‘Harvey’ brings laughs, awakens sense of awe
Endless strip malls, horrible traffic, mediocre sports teams — if those are some of the first things that come to mind when you think of Houston, chances are you’ve never taken in a play at the Alley Theater.
Because when I think of Houston, I think great theater. And if you’re among those who have never been to the Alley, you owe it to yourself to go see their new play, Harvey — it’s fantastic.
Harvey, a Pulitzer Prize-winning comedy, tells the story of the Dowds: mother Veta Louise, daughter Myrtle and uncle Elwood. And then there’s Harvey. For Elwood, Harvey is a best friend and constant companion. But for the rest of the Dowds, the fact that Harvey also happens to be a 6-foot tall invisible rabbit, is a source of constant embarrassment.
You read that right — the title character of this play is a 6-foot tall invisible rabbit, a figment of uncle Elwood’s imagination. Or is he?
The play opens in the library of the Elwood’s mansion, and we’re introduced to Veta, played by the commanding Kristine Nielsen, and Myrtle, performed by the versatile Elizabeth Bunch. The two are anxious that the party they are throwing will go off without a hitch and that Myrtle will make a fine impression on the local upper crust. Think of a 1950s-era sweet 16.
Their anxiety is heightened by the worry that feeble old uncle Elwood will crash their party and introduce everyone to his imaginary friend.
Which is, of course, what happens.
The audience is treated to one hilariously hysterical monologue after another, as mother and daughter see not so much their standing in society but their very identity as upstanding society women threatened by their senile uncle and his imaginary rabbit friend Harvey.
It’s enough for them to want to have him committed. And that’s just what they decide to do. But at Chumley’s Rest, a sanitarium that comically captures that former era’s smug assurance of the clear distinction between the sane and the insane, we begin to get the idea that there is some almost magical force protecting Elwood from harm.

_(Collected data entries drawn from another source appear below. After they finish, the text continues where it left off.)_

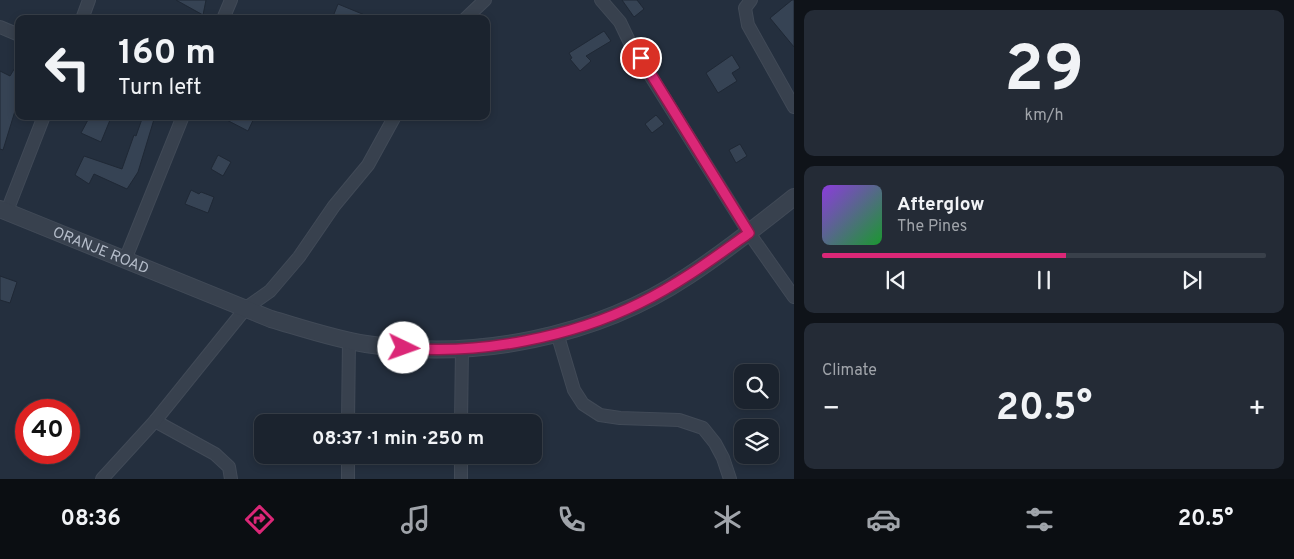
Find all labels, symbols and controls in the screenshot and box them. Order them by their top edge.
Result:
text: 160 m [118,32,216,76]
text: 29 [1004,32,1084,114]
icon: left [35,35,100,100]
pin [620,37,662,79]
icon: arrive [627,44,655,72]
text: Turn left [118,75,201,102]
text: km/h [1025,106,1063,126]
text: Afterglow [897,193,985,217]
text: The Pines [897,217,967,237]
street label: ORANJE ROAD [50,223,151,279]
icon: previous [882,266,910,294]
icon: pause [1030,266,1058,294]
icon: next [1178,266,1206,294]
position arrow [377,321,429,373]
text: Climate [822,361,877,381]
map controls [734,364,779,464]
button: search [734,364,779,409]
text: 20.5° [996,385,1092,434]
text: − [822,392,840,428]
text: + [1248,392,1266,428]
speed limit sign: 40 [15,399,80,464]
button: layers [734,419,779,464]
text: 08:37 · 1 min · 250 m [312,427,484,451]
icon: directions [242,502,277,537]
icon: music [398,502,433,537]
icon: phone [554,502,589,537]
icon: climate [710,502,745,537]
icon: car [866,502,901,537]
icon: filters [1022,502,1057,537]
text: 08:36 [60,506,121,533]
text: 20.5° [1178,506,1233,533]

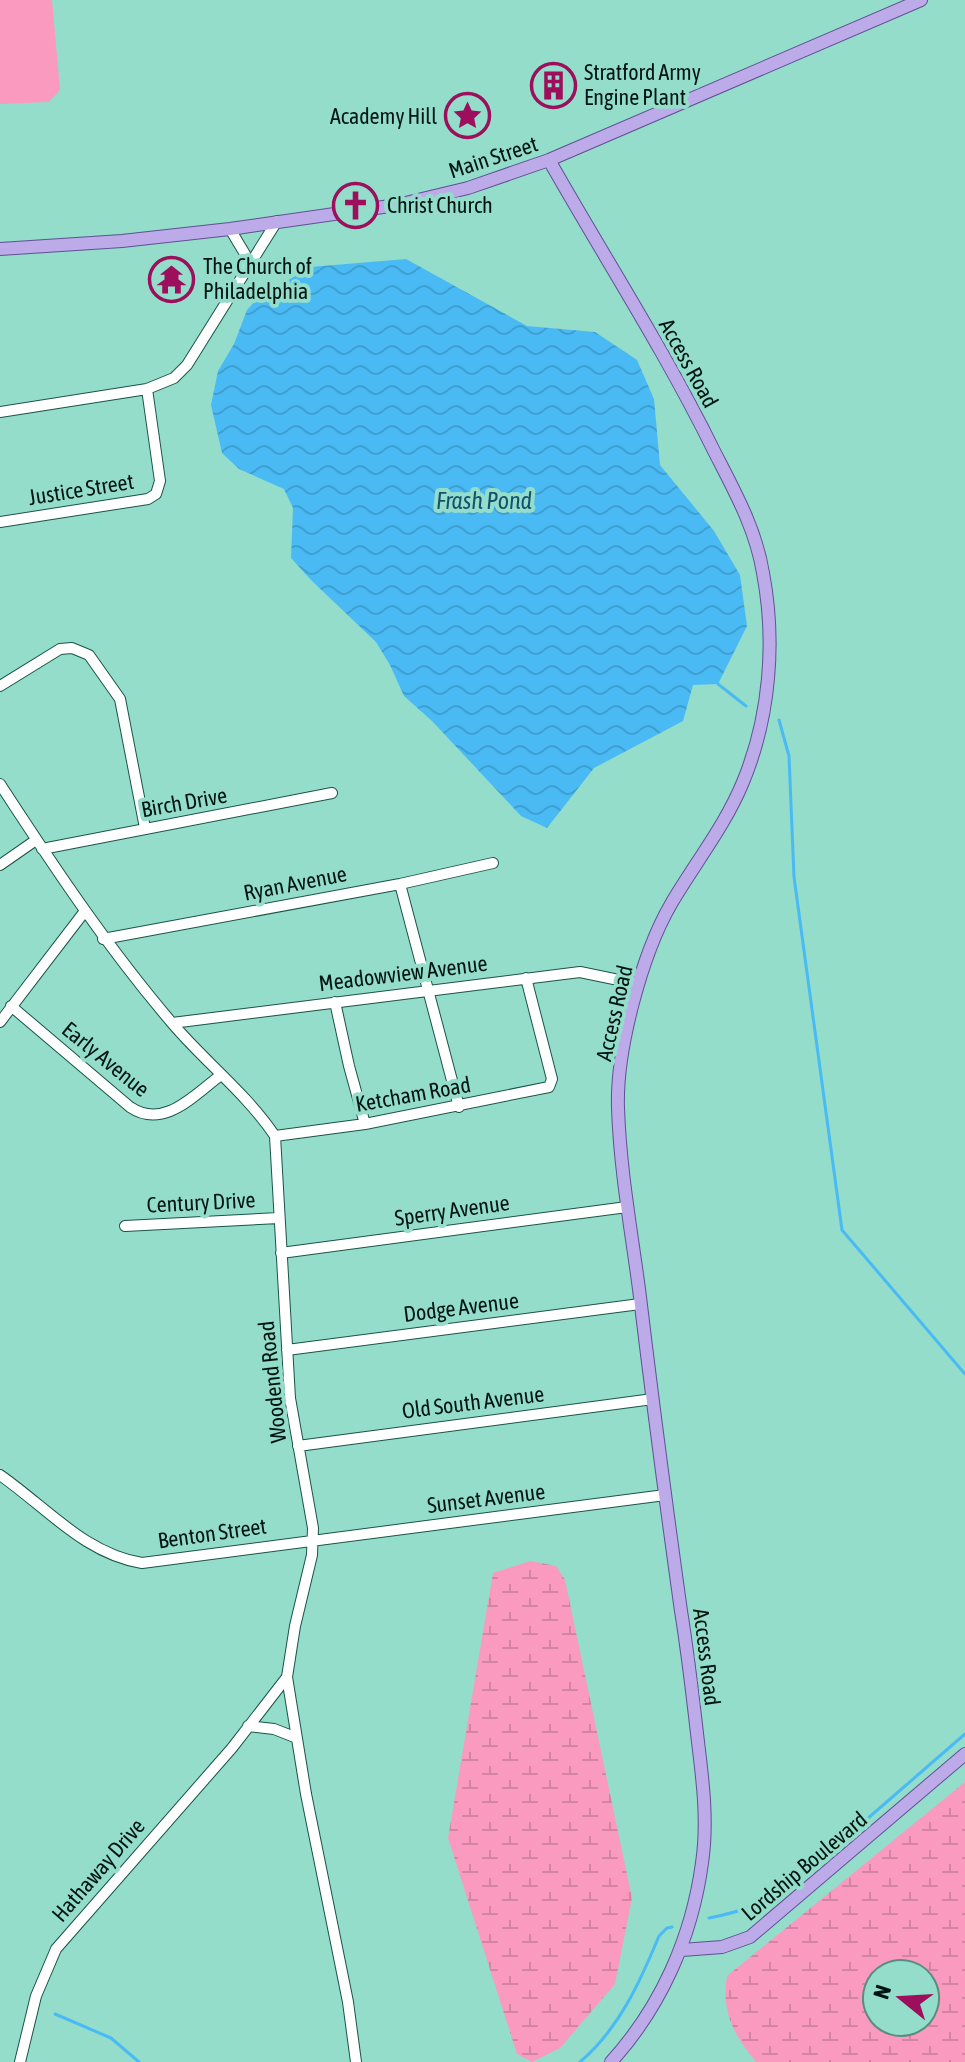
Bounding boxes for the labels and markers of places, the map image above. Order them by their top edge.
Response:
place label: Stratford Army Engine Plant [584,59,701,110]
building icon: Stratford Army Engine Plant [529,61,577,109]
place icon: Academy Hill [444,92,492,140]
place label: Academy Hill [330,103,437,129]
church icon: Christ Church [332,181,380,229]
place label: Christ Church [387,192,493,218]
place label: The Church of Philadelphia [203,253,312,304]
temple icon: The Church of Philadelphia [148,255,196,303]

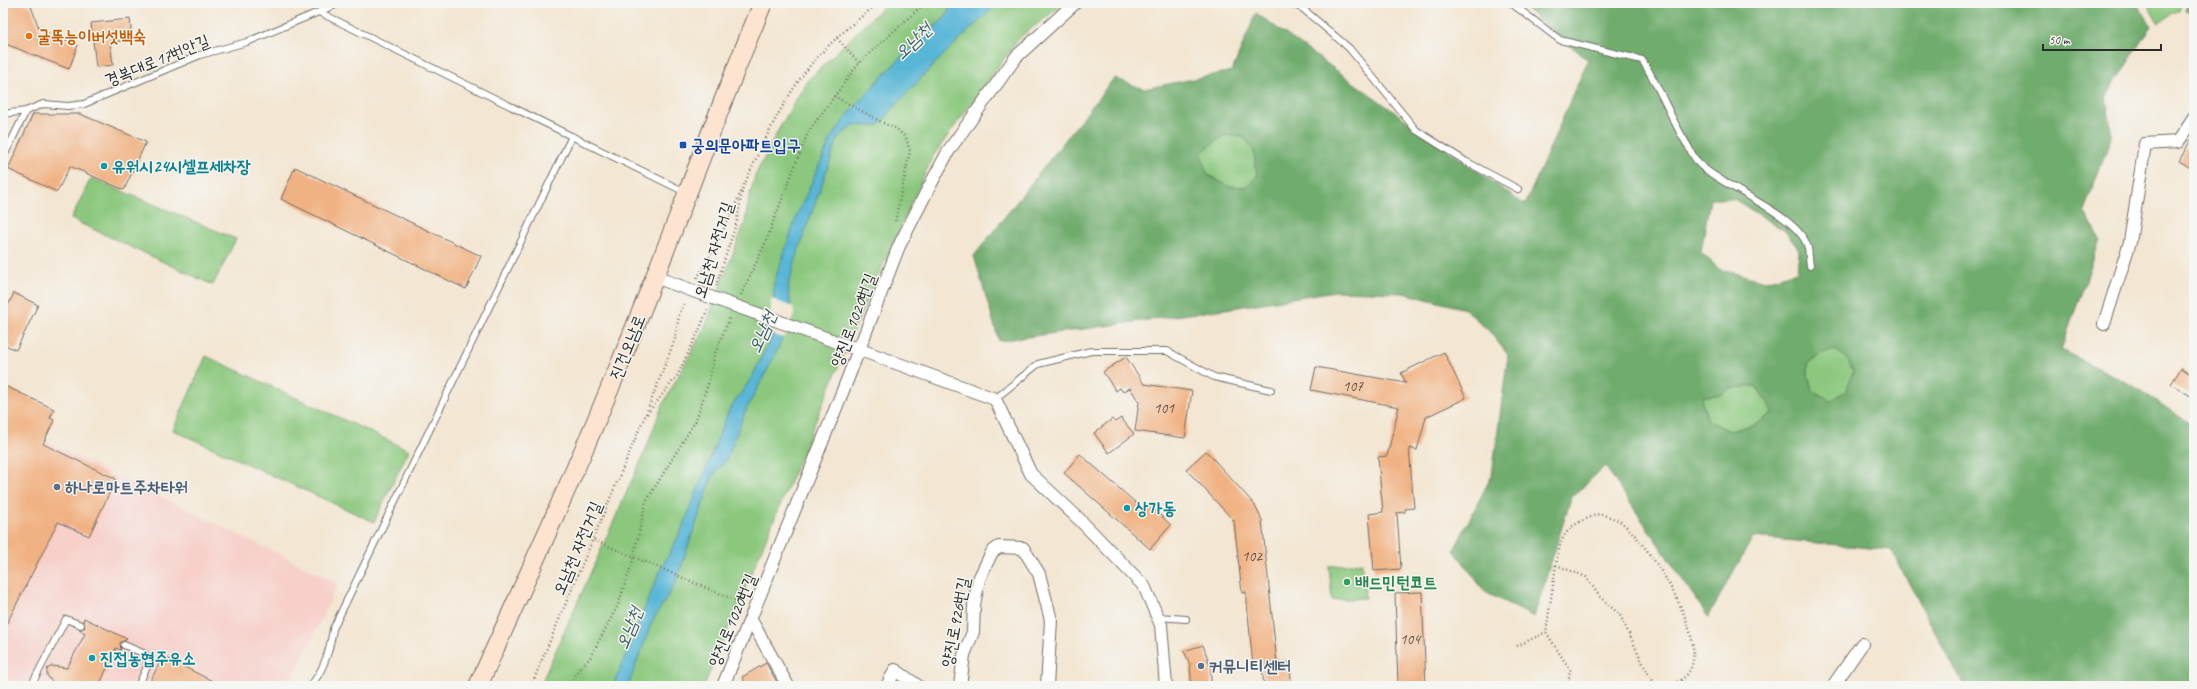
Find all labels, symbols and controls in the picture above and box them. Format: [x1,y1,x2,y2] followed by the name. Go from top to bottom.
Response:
[890,17,937,64] water label: 오남천
[37,26,146,47] place label: 굴뚝능이버섯백숙
[2043,26,2161,52] scale bar
[102,30,213,91] street label: 경복대로17번안길
[24,31,34,41] marker: 굴뚝능이버섯백숙
[2049,32,2071,48] text: 50 m
[691,135,801,156] place label: 궁의문아파트입구
[678,140,688,150] marker: 궁의문아파트입구
[112,156,251,177] place label: 유워시24시셀프세차장
[99,161,109,171] marker: 유워시24시셀프세차장
[689,199,738,301] street label: 오남천 자전거길
[826,270,881,370] street label: 양진로1020번길
[743,306,782,356] water label: 오남천
[605,312,650,383] street label: 진건오남로
[1343,377,1364,396] house number: 107
[1154,399,1175,418] house number: 101
[65,477,188,498] place label: 하나로마트주차타워
[52,482,62,492] marker: 하나로마트주차타워
[548,498,607,598] street label: 오남천 자전거길
[1134,498,1176,519] place label: 상가동
[1122,503,1132,513] marker: 상가동
[1242,547,1263,566] house number: 102
[703,570,762,670] street label: 양진로1020번길
[1355,572,1437,593] place label: 배드민턴코트
[936,575,975,669] street label: 양진로926번길
[1342,577,1352,587] marker: 배드민턴코트
[611,602,648,652] water label: 오남천
[1400,630,1421,649] house number: 104
[100,648,196,669] place label: 진접농협주유소
[87,653,97,663] marker: 진접농협주유소
[1209,656,1291,677] place label: 커뮤니티센터
[1196,661,1206,671] marker: 커뮤니티센터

Or maybe it’s just the sexism of the times.
Because, as Veta describes with nerves fraught like wires over her brother’s condition, the over-exuberant doctor decides that she must be the one in need of care. Elwood, helped in large part by the simple fact that he is a man (but is there something else protecting him?), is assumed to be the sane one, and his sister, contrary to the scheme she had cooked up, is committed in his place.
This play does a marvelous job of capturing the stereotypes of a bygone era. We have the frivolous society woman, frantic to increase her standing in her circle, and we have the myopic psychiatrist, unable to see past his own sense of superiority into the heart of matters.
Uncle Elwood, on the other hand, breaks from the stereotype of the effectual leading man — his simplemindedness may seem like wisdom, but then again he could just have a few screws loose.
But as the action ratchets up, the doctor’s mistake becomes clear, and the family and sanitarium staff begin their frenetic search for this wayward man. The carefully crafted fiction of these stereotypes begins to be undermined by, most surprisingly, the truth Harvey represents.
Is he a creation of Elwood’s mind, a sign of his deteriorating mental condition? Or is he actually what Elwood calls him, a Pooka, a friendly spirit from Celtic mythology?
This play — performed with a competency and subtlety worthy of Broadway — explores the value of a sense of joy and wonder society might well deem mad.
And as the play moves you from aligning with society to aligning with Elwood, you begin to feel that sense of joy and wonder awakening in yourself. It is an experience not to be missed.
The play runs through May 9, and students can buy heavily discounted tickets through the Alley Web site by using the promotional code “student.”